> [Exercise aim] Transcribe the entries below exactly from their first line through the line containing "0 #a9a9a9) drop-shadow(-2px", and let no picture into the copy.

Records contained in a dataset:
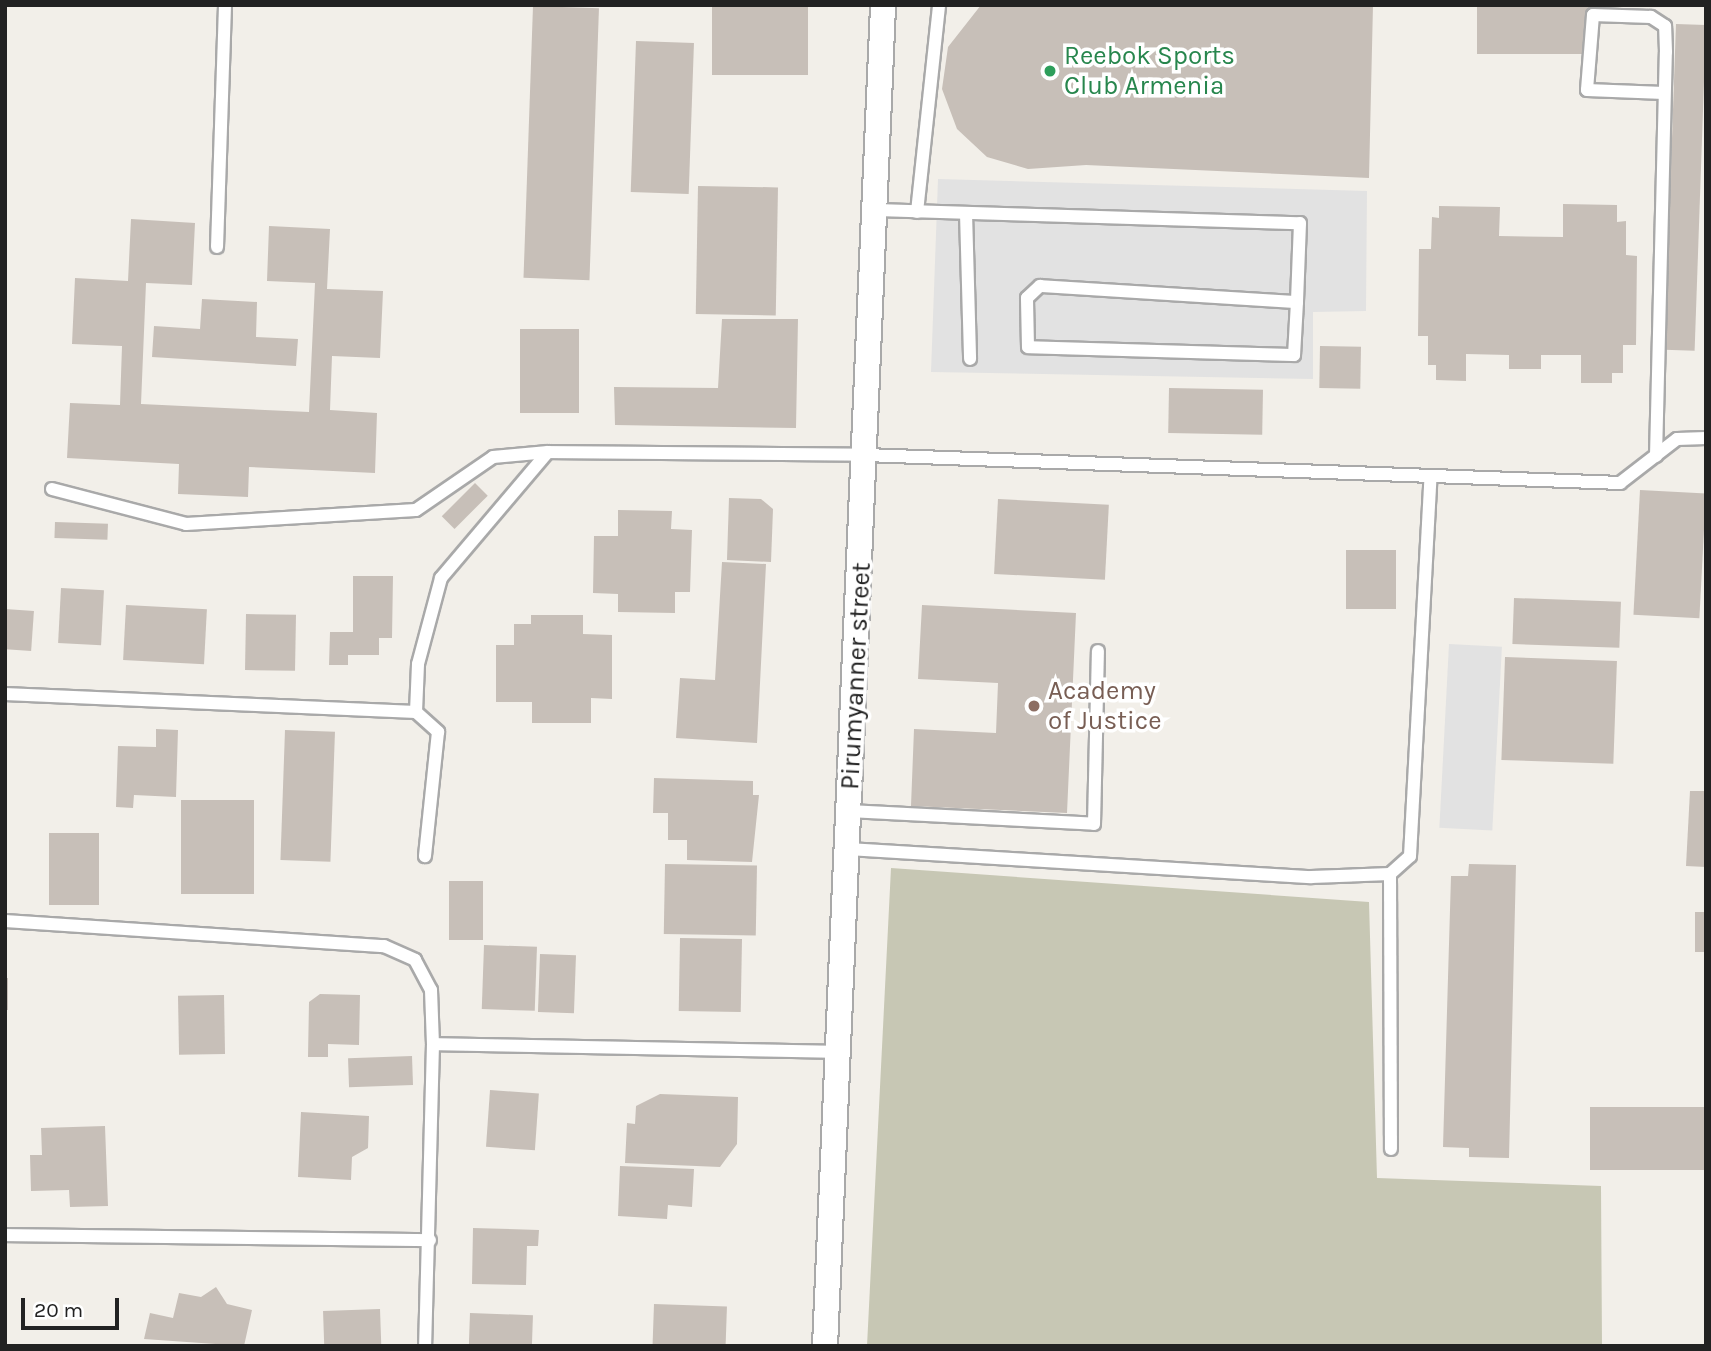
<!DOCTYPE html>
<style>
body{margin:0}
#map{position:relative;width:1711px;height:1351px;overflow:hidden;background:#f2efe9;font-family:Karla,sans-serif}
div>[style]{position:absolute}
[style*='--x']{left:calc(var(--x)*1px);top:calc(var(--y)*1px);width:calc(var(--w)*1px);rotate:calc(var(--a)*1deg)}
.construction>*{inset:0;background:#c7c7b4}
.parking>*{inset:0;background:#e2e2e2;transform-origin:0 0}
.building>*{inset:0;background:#c7bfb8;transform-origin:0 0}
.roads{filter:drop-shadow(2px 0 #a9a9a9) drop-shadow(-2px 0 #a9a9a9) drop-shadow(0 2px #a9a9a9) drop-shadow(0 -2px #a9a9a9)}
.service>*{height:12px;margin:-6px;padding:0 6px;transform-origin:6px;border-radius:6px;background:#fff}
.minor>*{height:24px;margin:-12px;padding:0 12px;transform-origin:12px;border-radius:12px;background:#fff}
.dots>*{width:19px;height:19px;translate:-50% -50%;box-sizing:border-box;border:4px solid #fff;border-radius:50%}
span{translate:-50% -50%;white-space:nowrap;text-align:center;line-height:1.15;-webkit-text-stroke:7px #fff;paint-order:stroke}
.leisure-label{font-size:26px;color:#27864d}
.left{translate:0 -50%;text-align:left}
.street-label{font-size:26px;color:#222}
.education-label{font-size:26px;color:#785e54}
.frame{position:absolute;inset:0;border:7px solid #222;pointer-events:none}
.scale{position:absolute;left:21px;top:1298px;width:98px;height:32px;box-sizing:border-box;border:4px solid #222;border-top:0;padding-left:9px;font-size:21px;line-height:24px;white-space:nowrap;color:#222;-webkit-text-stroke:5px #fff;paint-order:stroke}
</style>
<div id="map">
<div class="construction">
<div style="clip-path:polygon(891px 868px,1369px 902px,1377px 1178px,1601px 1186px,1602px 1346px,867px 1346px)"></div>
</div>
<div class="parking">
<div style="clip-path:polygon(938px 179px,1367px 191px,1366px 311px,1313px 312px,1313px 379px,931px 372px)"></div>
<div style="left:1449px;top:644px;width:53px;height:184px;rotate:3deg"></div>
</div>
<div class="building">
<div style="left:712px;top:5px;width:96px;height:70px"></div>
<div style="clip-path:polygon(981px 5px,1373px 5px,1369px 178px,1086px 165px,1028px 169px,987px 157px,957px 129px,942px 89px,948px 47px)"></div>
<div style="left:1477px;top:5px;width:112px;height:49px"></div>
<div style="left:533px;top:6px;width:66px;height:272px;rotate:2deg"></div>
<div style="left:1676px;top:24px;width:30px;height:326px;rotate:2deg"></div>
<div style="left:636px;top:41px;width:58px;height:151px;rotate:2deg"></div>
<div style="left:698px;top:186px;width:80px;height:128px;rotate:1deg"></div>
<div style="clip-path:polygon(1563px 204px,1617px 205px,1617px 222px,1626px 221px,1626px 255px,1637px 256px,1636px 345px,1623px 345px,1623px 373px,1612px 373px,1612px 383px,1581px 383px,1581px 355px,1541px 355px,1541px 369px,1509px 369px,1509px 355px,1466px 354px,1466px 381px,1436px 380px,1436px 365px,1428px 365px,1428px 336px,1418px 336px,1419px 249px,1431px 249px,1432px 217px,1439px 218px,1439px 206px,1500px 207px,1499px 236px,1563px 237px)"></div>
<div style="clip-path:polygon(131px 219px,195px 223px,192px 285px,146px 283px,141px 404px,309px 412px,315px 283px,267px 281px,269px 226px,330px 229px,327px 289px,383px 291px,380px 358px,332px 356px,330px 410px,377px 413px,375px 473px,249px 467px,248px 497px,178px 494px,179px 464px,67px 458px,70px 403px,120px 405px,122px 346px,72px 344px,75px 278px,128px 281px)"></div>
<div style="clip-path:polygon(202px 299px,257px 302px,256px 337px,298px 339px,296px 366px,152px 357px,154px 326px,200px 329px)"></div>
<div style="clip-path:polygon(722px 319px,798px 319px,796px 428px,615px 425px,614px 387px,718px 388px)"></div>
<div style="left:520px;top:329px;width:59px;height:84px"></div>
<div style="left:1320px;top:346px;width:41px;height:42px;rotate:1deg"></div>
<div style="left:1169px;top:388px;width:94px;height:45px;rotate:1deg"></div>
<div style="left:475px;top:483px;width:18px;height:47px;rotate:45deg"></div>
<div style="left:1640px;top:490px;width:66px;height:125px;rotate:3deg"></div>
<div style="clip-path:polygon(729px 498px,761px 499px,773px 509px,771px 562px,727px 560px)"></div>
<div style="left:998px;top:499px;width:111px;height:75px;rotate:3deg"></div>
<div style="clip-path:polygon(618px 510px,672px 511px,671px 529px,692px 530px,690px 592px,675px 592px,675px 613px,618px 612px,618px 594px,593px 593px,594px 536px,618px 536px)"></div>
<div style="left:55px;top:522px;width:53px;height:16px;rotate:2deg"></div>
<div style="left:1346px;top:550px;width:50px;height:59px"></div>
<div style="clip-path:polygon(722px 562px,766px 564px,757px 743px,676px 738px,680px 678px,715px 680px)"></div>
<div style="clip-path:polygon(353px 576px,393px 576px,392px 638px,379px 638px,379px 655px,348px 655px,348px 665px,329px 665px,330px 632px,353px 632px)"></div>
<div style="left:61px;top:588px;width:43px;height:55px;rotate:3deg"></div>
<div style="left:1514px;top:598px;width:107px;height:46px;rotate:2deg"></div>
<div style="left:126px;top:605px;width:81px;height:55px;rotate:3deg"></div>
<div style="clip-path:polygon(922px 605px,1076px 613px,1067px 813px,911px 806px,914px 729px,996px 733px,998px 683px,918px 679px)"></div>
<div style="left:5px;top:609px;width:29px;height:40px;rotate:4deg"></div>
<div style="left:246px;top:614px;width:50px;height:56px;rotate:1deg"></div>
<div style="clip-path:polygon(531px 615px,583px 615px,583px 634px,612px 635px,612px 699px,591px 698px,591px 723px,532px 723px,532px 702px,496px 702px,496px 645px,514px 645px,514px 624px,531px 624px)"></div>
<div style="left:1505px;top:657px;width:112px;height:103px;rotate:2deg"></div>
<div style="clip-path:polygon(156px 729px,178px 730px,176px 797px,134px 795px,133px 808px,116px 807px,118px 746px,156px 747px)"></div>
<div style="left:285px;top:730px;width:50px;height:130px;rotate:2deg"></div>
<div style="clip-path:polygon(654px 778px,753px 781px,753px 795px,759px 795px,752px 862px,687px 860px,687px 840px,668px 840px,668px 813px,653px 813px)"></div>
<div style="clip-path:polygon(1690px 791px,1706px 791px,1706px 867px,1686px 866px)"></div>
<div style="left:181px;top:800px;width:73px;height:94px"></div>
<div style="left:49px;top:833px;width:50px;height:72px"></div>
<div style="left:665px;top:864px;width:92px;height:70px;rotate:1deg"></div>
<div style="clip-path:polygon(1469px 864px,1516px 865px,1509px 1158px,1469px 1157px,1469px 1148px,1443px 1147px,1451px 876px,1468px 876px)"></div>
<div style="left:449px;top:881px;width:34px;height:59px"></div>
<div style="left:1706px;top:912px;width:40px;height:11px;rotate:90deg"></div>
<div style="left:680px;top:938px;width:62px;height:73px;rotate:1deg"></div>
<div style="left:484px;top:945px;width:53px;height:64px;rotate:2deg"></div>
<div style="left:540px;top:954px;width:36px;height:58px;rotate:2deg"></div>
<div style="left:5px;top:978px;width:3px;height:32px"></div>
<div style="clip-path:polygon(320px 994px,360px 995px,359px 1045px,328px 1044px,328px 1057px,308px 1057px,309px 1002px)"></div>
<div style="left:224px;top:995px;width:59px;height:46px;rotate:89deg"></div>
<div style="left:412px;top:1056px;width:29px;height:64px;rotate:88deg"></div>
<div style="left:490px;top:1090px;width:49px;height:57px;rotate:4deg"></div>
<div style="clip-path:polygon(660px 1094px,738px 1097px,737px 1144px,720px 1167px,625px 1163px,627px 1123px,635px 1124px,636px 1106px)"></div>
<div style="left:1590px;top:1107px;width:116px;height:63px"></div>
<div style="clip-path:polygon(301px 1112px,369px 1116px,368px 1148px,352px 1157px,351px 1180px,298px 1177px)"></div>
<div style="clip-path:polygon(105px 1126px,108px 1206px,70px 1207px,69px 1190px,31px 1191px,30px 1155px,42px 1155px,41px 1128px)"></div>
<div style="clip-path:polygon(620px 1166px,694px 1169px,692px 1207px,668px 1205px,667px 1219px,618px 1216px)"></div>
<div style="clip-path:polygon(473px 1228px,539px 1230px,538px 1246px,527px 1246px,526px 1285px,472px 1284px)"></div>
<div style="clip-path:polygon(216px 1287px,227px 1304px,252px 1310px,244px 1346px,144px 1339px,150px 1313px,173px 1318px,179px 1293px,201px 1297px)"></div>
<div style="left:654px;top:1304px;width:73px;height:42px;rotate:2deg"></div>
<div style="left:380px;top:1309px;width:37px;height:57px;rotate:88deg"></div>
<div style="left:470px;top:1313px;width:63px;height:33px;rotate:2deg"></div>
</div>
<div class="roads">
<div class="service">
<div style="--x:875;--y:210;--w:425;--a:1.8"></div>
<div style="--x:1300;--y:223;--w:79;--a:92.2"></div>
<div style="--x:1297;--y:302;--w:53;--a:93.2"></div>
<div style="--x:1294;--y:355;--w:266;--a:-178.3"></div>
<div style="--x:1028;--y:347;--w:49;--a:-91.2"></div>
<div style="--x:1027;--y:298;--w:18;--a:-43"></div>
<div style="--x:1040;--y:286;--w:257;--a:3.6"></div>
<div style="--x:917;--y:212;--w:208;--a:-83.9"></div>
<div style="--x:966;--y:213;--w:146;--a:88.4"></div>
<div style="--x:217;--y:247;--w:242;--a:-88.1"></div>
<div style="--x:1656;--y:456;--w:404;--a:-88.6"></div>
<div style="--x:1666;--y:52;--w:26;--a:-92"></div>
<div style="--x:1665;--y:26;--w:17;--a:-147"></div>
<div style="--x:1651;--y:17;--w:58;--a:-178"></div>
<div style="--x:1593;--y:15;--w:75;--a:94.6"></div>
<div style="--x:1587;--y:90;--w:77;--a:2.2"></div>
<div style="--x:52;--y:489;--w:138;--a:14.6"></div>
<div style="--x:186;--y:524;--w:230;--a:-3.5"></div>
<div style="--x:416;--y:510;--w:93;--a:-34.5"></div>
<div style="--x:493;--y:457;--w:55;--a:-5.2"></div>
<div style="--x:5;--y:694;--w:411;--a:2.5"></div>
<div style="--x:416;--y:712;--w:48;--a:-87.6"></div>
<div style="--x:418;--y:664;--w:89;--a:-75"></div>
<div style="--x:441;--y:578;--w:165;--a:-49.7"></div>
<div style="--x:548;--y:452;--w:317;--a:0.5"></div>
<div style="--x:865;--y:455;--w:756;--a:2.12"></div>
<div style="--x:1620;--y:483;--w:72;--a:-37.7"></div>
<div style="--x:1677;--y:439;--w:29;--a:-2"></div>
<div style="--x:416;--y:712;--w:30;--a:42"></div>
<div style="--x:438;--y:732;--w:125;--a:96"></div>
<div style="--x:850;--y:811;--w:244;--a:3"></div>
<div style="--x:1094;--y:824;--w:173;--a:-88.7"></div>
<div style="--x:848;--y:849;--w:464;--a:3.5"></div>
<div style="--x:1311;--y:877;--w:79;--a:-2.2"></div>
<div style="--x:1390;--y:874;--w:27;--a:-42"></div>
<div style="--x:1410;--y:856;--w:376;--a:-86.9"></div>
<div style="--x:1390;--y:874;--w:275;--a:89.8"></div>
<div style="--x:5;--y:921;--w:380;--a:3.8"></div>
<div style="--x:384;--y:946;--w:34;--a:24"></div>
<div style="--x:415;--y:960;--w:34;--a:62"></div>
<div style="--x:431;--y:990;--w:54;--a:87.9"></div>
<div style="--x:433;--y:1044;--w:302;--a:91.5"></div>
<div style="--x:433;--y:1044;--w:405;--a:1.1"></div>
<div style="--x:5;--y:1235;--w:425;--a:0.7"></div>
</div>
<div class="minor">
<div style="--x:825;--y:1346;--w:1342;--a:-87.52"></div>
</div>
</div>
<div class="dots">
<div style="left:1050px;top:71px;background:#2e9e5b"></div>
<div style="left:1034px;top:706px;background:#8d6e63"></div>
</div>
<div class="leisure-label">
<span class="left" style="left:1064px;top:71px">Reebok Sports<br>Club Armenia</span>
</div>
<div class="street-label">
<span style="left:856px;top:676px;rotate:-87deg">Pirumyanner street</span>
</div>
<div class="education-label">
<span class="left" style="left:1048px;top:706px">Academy<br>of Justice</span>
</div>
<div class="frame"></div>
<div class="scale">20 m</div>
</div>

> [Solution below]
<!DOCTYPE html>
<style>
body{margin:0}
#map{position:relative;width:1711px;height:1351px;overflow:hidden;background:#f2efe9;font-family:Karla,sans-serif}
div>[style]{position:absolute}
[style*='--x']{left:calc(var(--x)*1px);top:calc(var(--y)*1px);width:calc(var(--w)*1px);rotate:calc(var(--a)*1deg)}
.construction>*{inset:0;background:#c7c7b4}
.parking>*{inset:0;background:#e2e2e2;transform-origin:0 0}
.building>*{inset:0;background:#c7bfb8;transform-origin:0 0}
.roads{filter:drop-shadow(2px 0 #a9a9a9) drop-shadow(-2px 0 #a9a9a9) drop-shadow(0 2px #a9a9a9) drop-shadow(0 -2px #a9a9a9)}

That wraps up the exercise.